• Problem description
Produce an exact transcription of the listing below, omitting the pictures.

• Data for this exercise
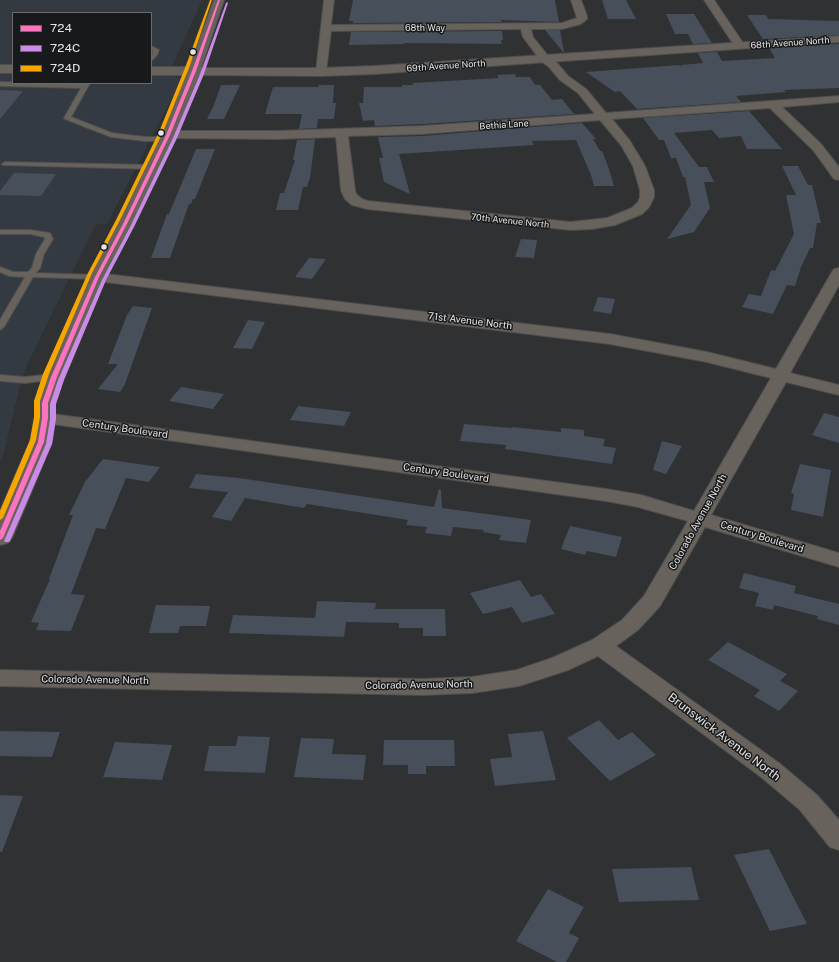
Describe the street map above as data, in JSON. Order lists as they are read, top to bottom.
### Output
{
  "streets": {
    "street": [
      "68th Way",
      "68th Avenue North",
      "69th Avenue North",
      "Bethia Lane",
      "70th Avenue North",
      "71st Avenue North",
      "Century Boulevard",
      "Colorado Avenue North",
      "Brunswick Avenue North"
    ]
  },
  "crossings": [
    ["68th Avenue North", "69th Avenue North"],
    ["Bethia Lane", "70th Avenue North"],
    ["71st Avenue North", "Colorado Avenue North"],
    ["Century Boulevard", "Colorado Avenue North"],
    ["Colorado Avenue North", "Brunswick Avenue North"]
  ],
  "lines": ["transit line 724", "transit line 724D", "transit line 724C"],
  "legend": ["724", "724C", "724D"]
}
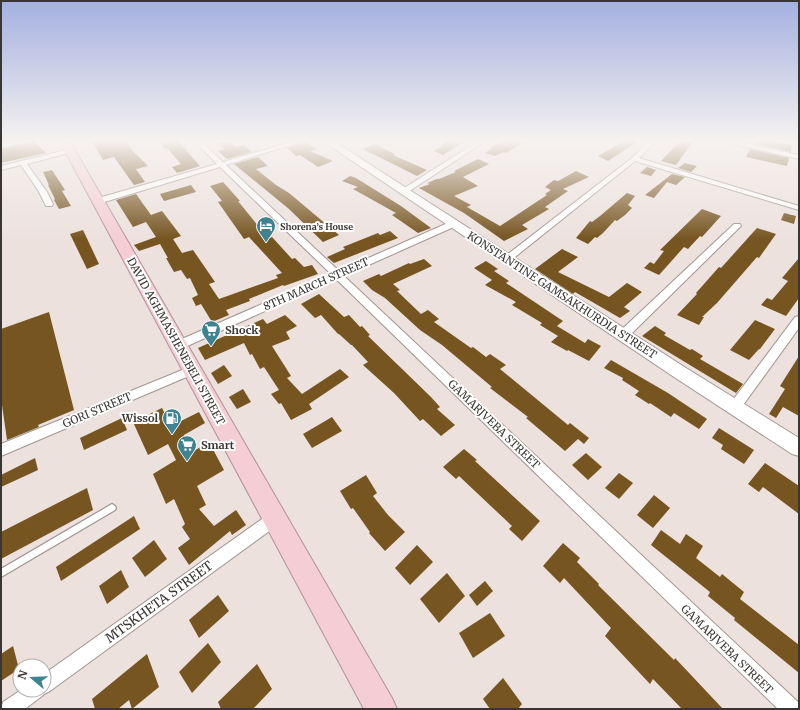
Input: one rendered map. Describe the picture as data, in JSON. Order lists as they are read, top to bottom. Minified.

• Task result
Describe the street map above as data, in JSON. Order lists as they are read, top to bottom.
### Output
{
  "streets": {
    "street": [
      "68th Way",
      "68th Avenue North",
      "69th Avenue North",
      "Bethia Lane",
      "70th Avenue North",
      "71st Avenue North",
      "Century Boulevard",
      "Colorado Avenue North",
      "Brunswick Avenue North"
    ]
  },
  "crossings": [
    ["68th Avenue North", "69th Avenue North"],
    ["Bethia Lane", "70th Avenue North"],
    ["71st Avenue North", "Colorado Avenue North"],
    ["Century Boulevard", "Colorado Avenue North"],
    ["Colorado Avenue North", "Brunswick Avenue North"]
  ],
  "lines": ["transit line 724", "transit line 724D", "transit line 724C"],
  "legend": ["724", "724C", "724D"]
}
Input: one rendered map. Describe the picture as data, in JSON. Order lists as they are read, top to bottom. Minified.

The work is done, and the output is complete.